Adherence and invasion rates of M. gallisepticum were analyzed together in a modified GIA as described elsewhere [10, 11]. Briefly, for the GIA using RBC, an overnight culture of M. gallisepticum was centrifuged at 10,000 × g for 10 min, resuspended in DMEM and diluted to reach a final concentration of 4 to 8 × 104 CFU per ml. One ml of this suspension was mixed with 20 μl of a stock solution of the respective ECM molecules. A 250-μl aliquot of this mixture was incubated with 250 μl DMEM containing gentamicin (final concentration 400 μg/ml) for 3 h at 37°C to verify the lethal concentration of gentamicin. The residual 750 μl of the mixture was co-incubated for 2 h at 37°C with 750 μl RBC in DMEM containing 1.5 × 108 RBC. A 500-μl aliquot of this mixture was then diluted 1:10 in PBS and 100-μl samples were plated on HFLX agar plates to count the number of input bacteria. The remaining ECM-mycoplasma-RBC mixture was divided into 2 samples, and centrifuged at 300 × g for 3 min. The resulting pellets (two per ECM molecule) were washed once with PBS to remove non-adherent bacteria, and resuspended in 500 μl DMEM each. One resuspended pellet was further diluted 1:10 in PBS and plated on HFLX agar plates to determine the total number of adherent and intracellular bacteria. The other resuspended pellet was treated with 500 μl DMEM containing gentamicin (final concentration 400 μg/ml) and incubated for 3 h at 37°C. After the gentamicin treatment, 100 μl-samples were plated to count the intracellular bacteria.

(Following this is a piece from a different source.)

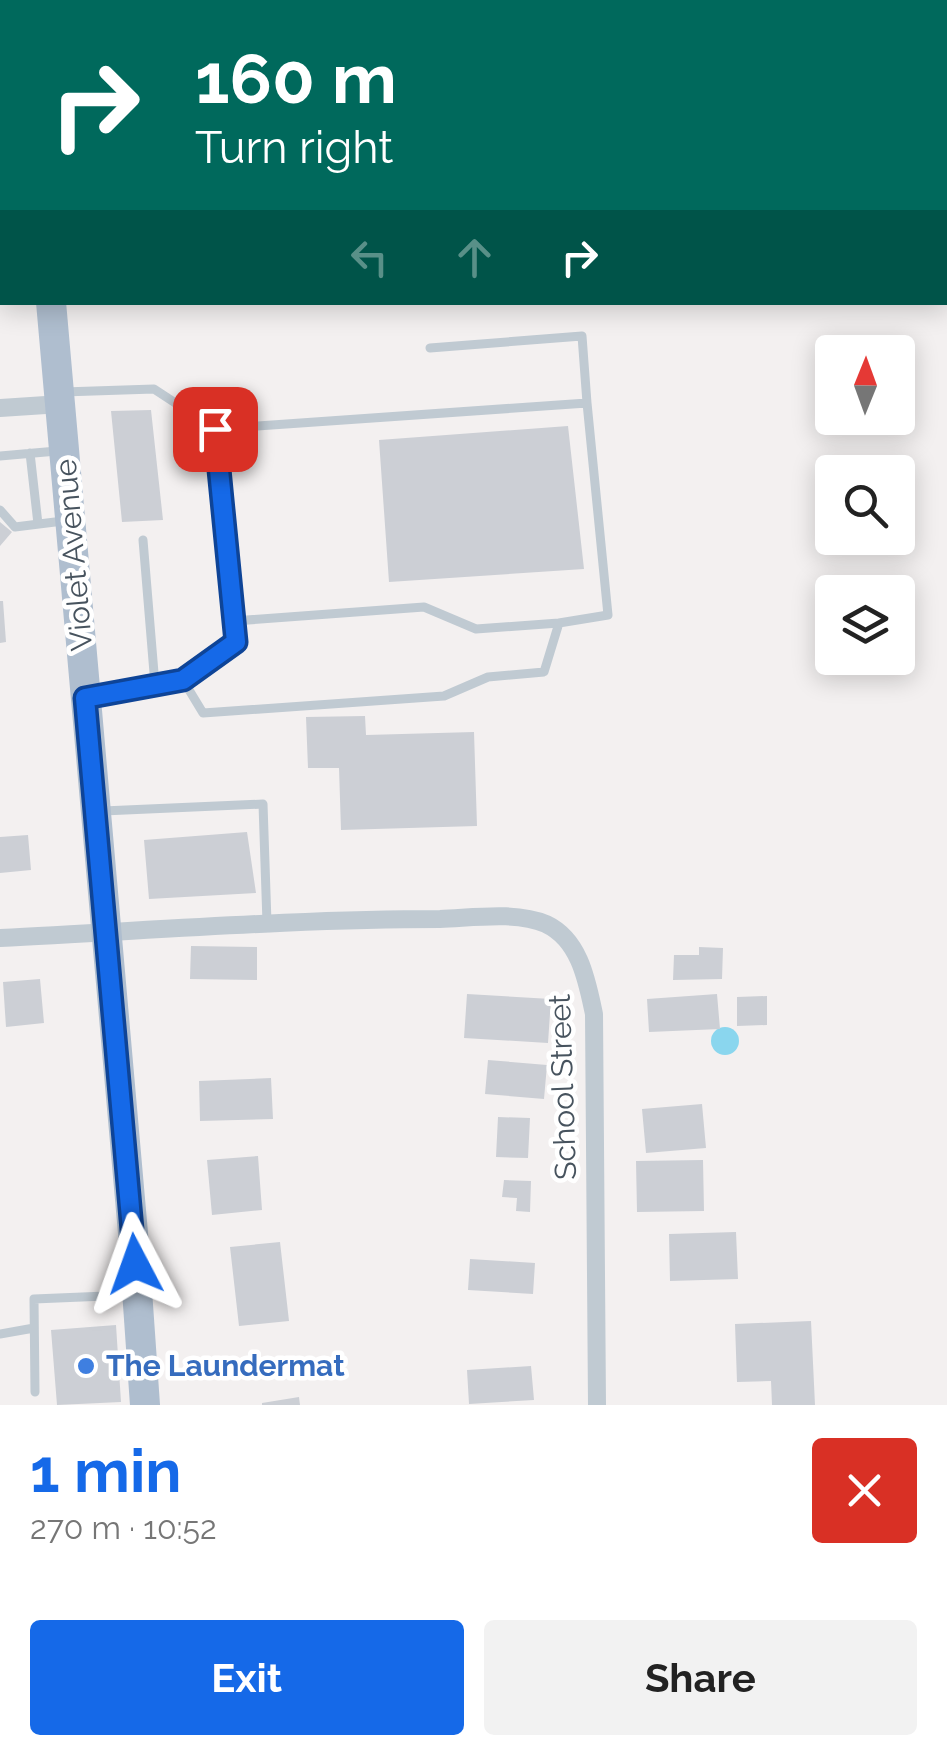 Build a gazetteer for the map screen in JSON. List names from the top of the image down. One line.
{"streets":{"main road":["Violet Avenue"],"street":["School Street"]},"crossings":[["Violet Avenue","School Street"]],"places":["The Laundermat"],"north":"top","page":{"turn":["160 m","Turn right"],"heading":["1 min","270 m · 10:52"],"buttons":["Exit","Share"]}} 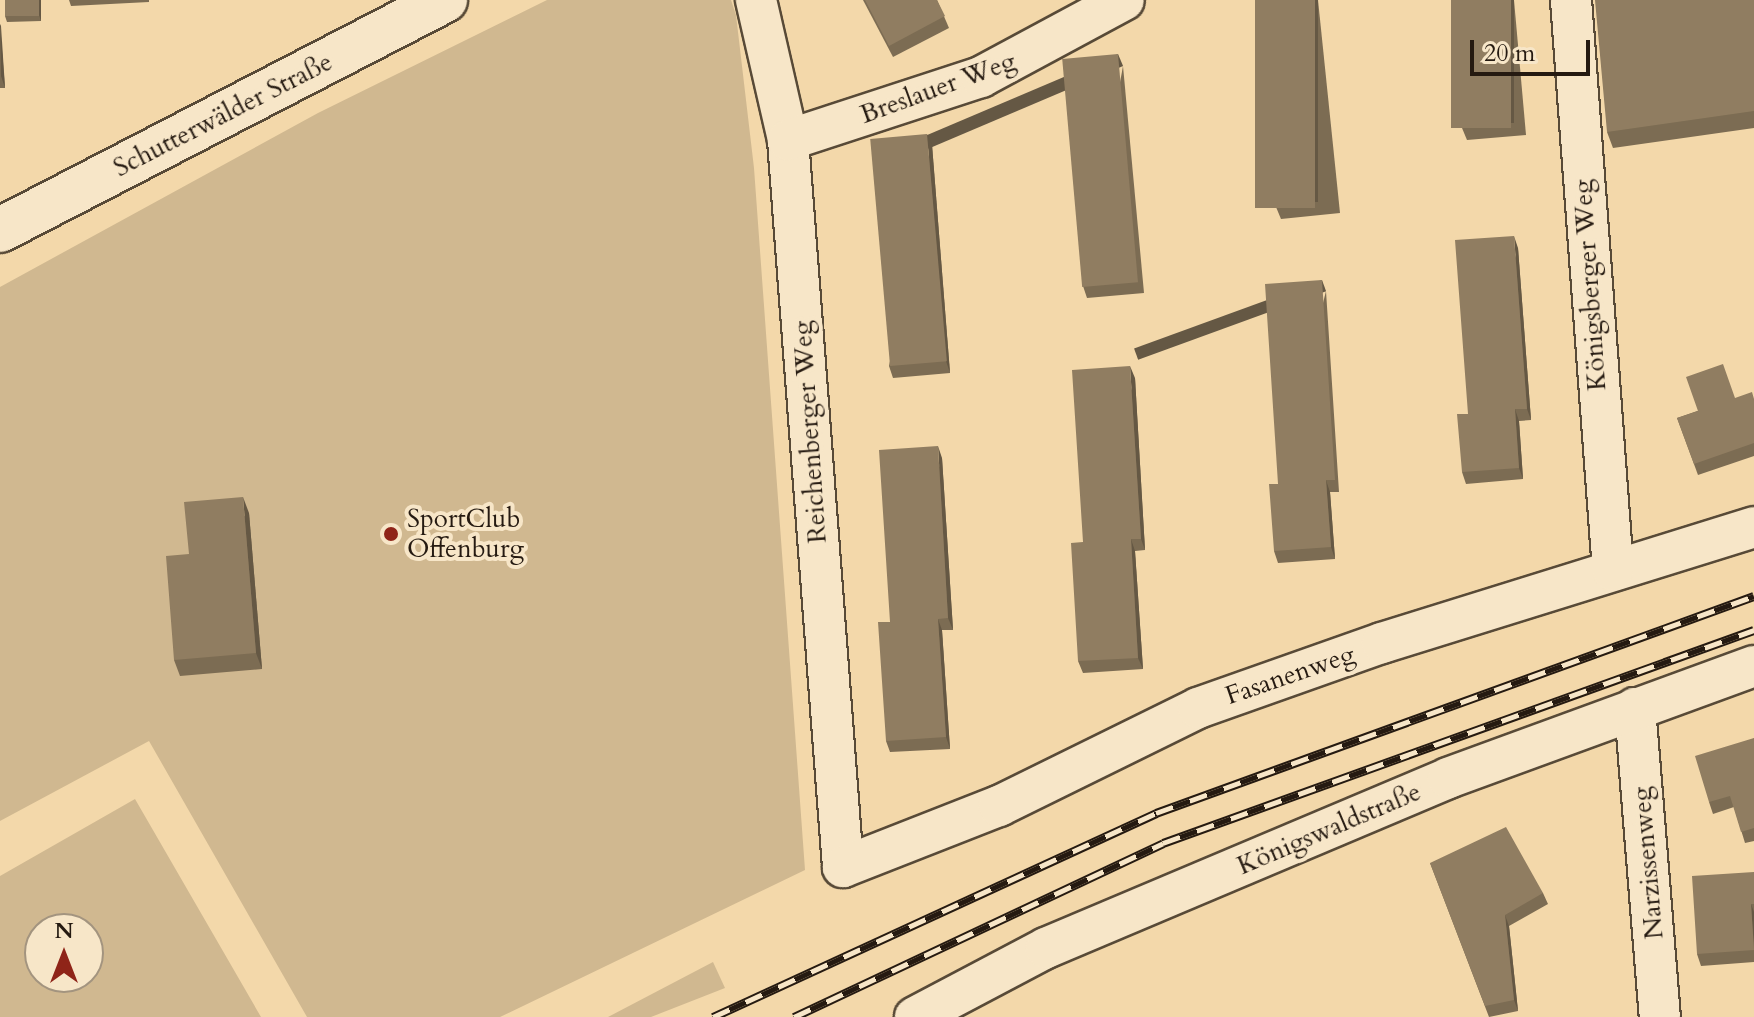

The GIA using HeLa cells was carried out in 24-well cell culture plates. If HeLa cell membranes had to be depleted from cholesterol, the cells were preincubated in the presence of 5 mM MβCD for 30 min at 37°C and 5% CO2 as described elsewhere . After thoroughly washing to remove any MβCD, HeLa cells were co-incubated with 500 μl-samples of ECM-treated bacteria (4 to 8 × 104 CFU per ml DMEM) for 2 h at 37°C in a 5% CO2 atmosphere (2 wells per ECM molecule). After 2 h of incubation, the HeLa cells were washed with PBS to remove non-adherent mycoplasma, trypsinized for 10 min (0.05% trypsin-EDTA; Gibco BRL) and the cells of one duplicate well were treated with 1 ml DMEM containing gentamicin (400 μg/ml) to kill all extracellular mycoplasma. After 3 h of incubation, the number of intracellular mycoplasma was determined by plating 100 μl of serial dilutions in PBS onto HFLX agar plates. The other duplicate well was used to determine the number of adherent mycoplasma and treated the same way except that no gentamicin was added. The number of input bacteria was determined from serial dilutions of mycoplasma samples before ECM treatment. All experiments were arranged in duplicate assays and repeated two (Rhigh), or three (Rlow) times, respectively.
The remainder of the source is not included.